Data Collection System

🇬🇧 English | 🇫🇷 Français

Data Collection System

⚠️ This repository presents the project and its technical documentation.
The production version is not publicly distributed.

The data shown in the video demonstration is fictitious. For confidentiality reasons, it was not possible to display the actual data collected by the system.

A modular data collection, processing, and export platform.

It allows you to collect information from one or multiple sources, clean and validate the data, and export it in usable formats.

The system is built around a simple principle: each component has a single responsibility.

Collectors gather data, processors clean and prepare it, exporters generate the final files, and the main engine orchestrates the workflow.

This approach keeps the system readable, maintainable, and extensible, whether it's a small collection project or a full prospecting/data gathering platform.

Key features:

Search management
Multi-collector architecture
Data cleaning and normalization
Data validation
Duplicate removal
CSV and JSON export
Logging and error handling
Automatic retries
Tracking contacted prospects
Web interface for managing searches and results

Overview

The system workflow is built on a sequential processing chain to ensure data quality at every stage.

Load configuration
↓
Initialize environment
↓
Load queries
↓
Execute collectors
↓
Clean data
↓
Normalize data
↓
Validate data
↓
Remove duplicates
↓
Generate exports
↓
Log execution

Each component remains independent to facilitate maintenance, updates, and the addition of new features.

New collectors, processors, exporters, or interfaces can be integrated without impacting the existing architecture.

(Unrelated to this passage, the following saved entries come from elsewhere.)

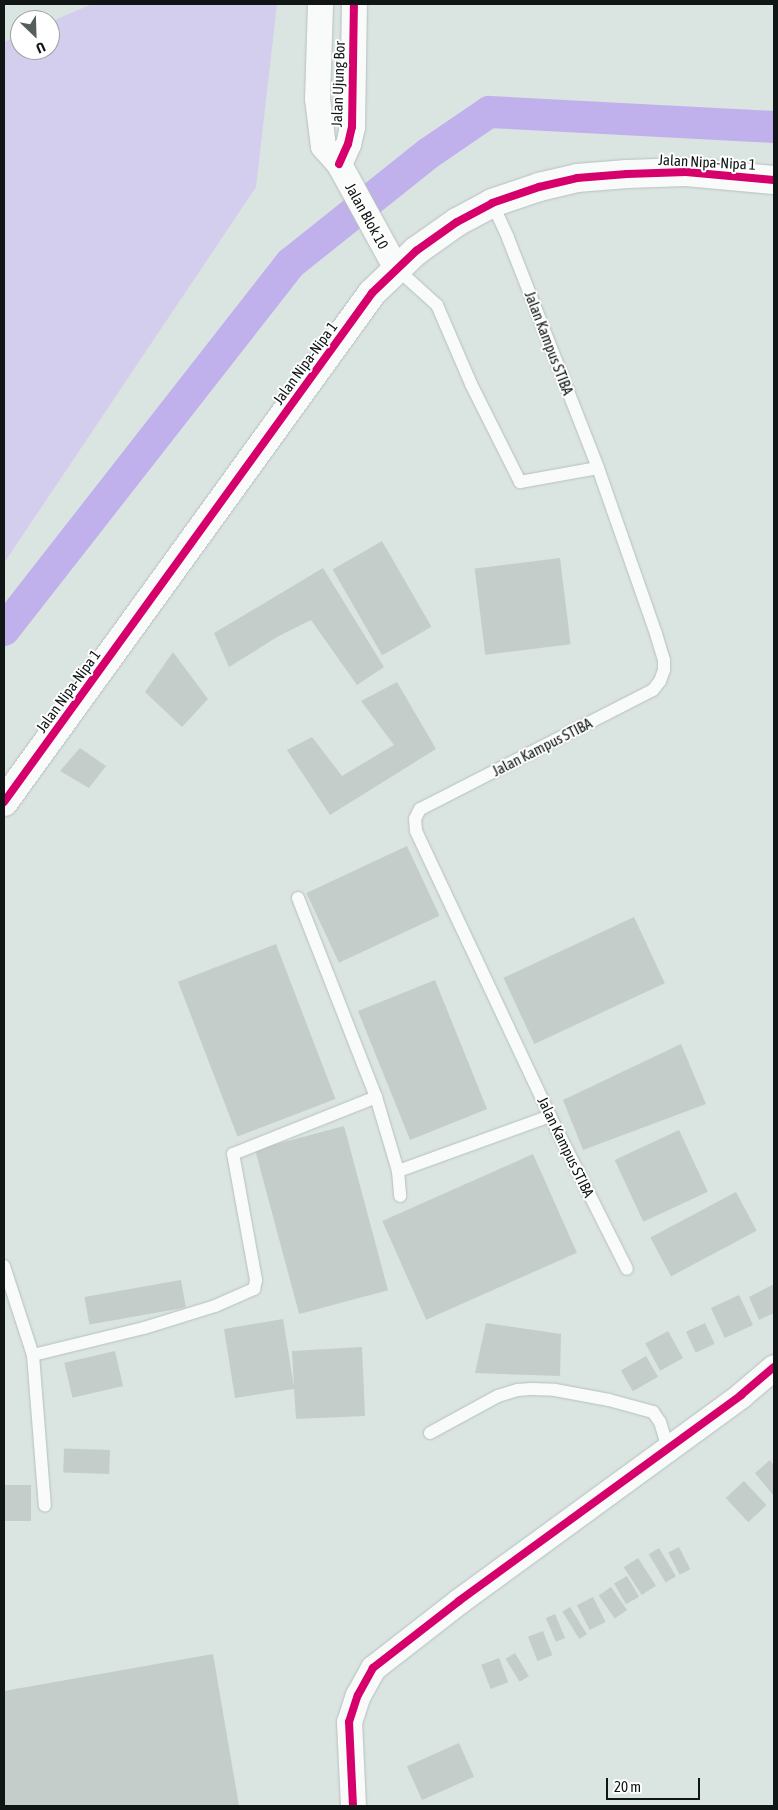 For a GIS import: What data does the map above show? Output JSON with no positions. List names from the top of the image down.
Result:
{
  "streets": {
    "street": ["Jalan Ujung Bor", "Jalan Nipa-Nipa 1", "Jalan Blok 10"],
    "lane": ["Jalan Kampus STIBA"]
  },
  "crossings": [
    ["Jalan Ujung Bor", "Jalan Blok 10"],
    ["Jalan Nipa-Nipa 1", "Jalan Blok 10"],
    ["Jalan Nipa-Nipa 1", "Jalan Kampus STIBA"]
  ],
  "scale_bar": "20 m",
  "north": "bottom right"
}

The current version serves as the technical foundation of the system and will support future functionalities for data collection, enrichment, and exploitation.

Structure

data-collection-system/
│
├── main.py                            → System entry point, orchestrates the entire workflow
├── requirements.txt                   → List of external Python dependencies
├── run.bat                            → Starts the local application server
│
├── config/
│   ├── __init__.py                    → Declares the directory as a Python package
│   └── settings.py                    → Centralizes the system's technical configuration
│
├── collectors/
│   ├── __init__.py                    → Declares the directory as a Python package
│   ├── duckduckgo_collector.py        → Collects data from a business directory source
│   ├── bing_collector.py              → Collects data from Bing
│   ├── qwant_collector.py             → Collects data from Qwant
│   ├── source_registry.py             → Registers and returns the system's active collectors
│   └── base_collector.py              → Defines the common contract all collectors must follow
│
├── processors/
│   ├── __init__.py                    → Declares the directory as a Python package
│   ├── cleaner.py                     → Cleans collected data before processing
│   ├── validator.py                   → Validates data integrity and required fields
│   ├── deduplicator.py                → Removes duplicate records from the dataset
│   ├── email_extractor.py             → Contains functions for extracting email addresses from visited websites
│   ├── phone_extractor.py             → Contains functions for extracting phone numbers from visited websites
│   └── normalizer.py                  → Standardizes formats and normalizes values
│
├── exports/
│   ├── __init__.py                    → Declares the directory as a Python package
│   ├── csv_exporter.py                → Exports processed data to CSV format
│   └── json_exporter.py               → Exports processed data to JSON format
│
├── core/
│   ├── __init__.py                    → Declares the directory as a Python package
│   ├── logger.py                      → Records system events, errors, and execution logs
│   ├── retry_handler.py               → Automatically retries failed operations
│   ├── error_handler.py               → Centralizes error handling and processing
│   └── folder_initializer.py          → Automatically creates required directories at startup
│
├── models/
│   ├── __init__.py                    → Declares the directory as a Python package
│   └── company.py                     → Defines the company data structure used throughout the system
│
├── data/
│   ├── prospected.json                → History of previously contacted prospects and associated prospecting dates
│   └── processed/                     → Stores cleaned, validated, and export-ready data
│
├── logs/
│   └── app.log                        → System log containing events, errors, and execution records
│
├── searches/
│   ├── __init__.py                    → Declares the directory as a Python package
│   ├── search_manager.py              → Manages the loading, storage, and execution of searches
│   └── searches.json                  → Stores user-defined search configurations
│
├── web/
│   ├── __init__.py                    → Declares the directory as a Python package
│   ├── app.py                         → Main Flask application, provides routes for searches, execution, results, and the user interface
│   │
│   └── templates/
│       ├── edit_searches.html         → Edit the settings of an existing search
│       ├── results.html               → Displays collected data, filtering options, and prospect tracking
│       ├── running.html               → Progress screen displayed while a search is running
│       ├── searches.html              → List of saved searches
│       └── new_search.html            → Create a new search
│
├── LICENSE.md                         → Terms of use and legal framework
└── docs/
    ├── INSTALL.md                     → Provides step-by-step instructions for setting up and running the system
    ├── GUIDE.md                       → User guide
    └── README.md                      → General system documentation

Features

Search Management

The system allows you to create, save, and execute custom searches.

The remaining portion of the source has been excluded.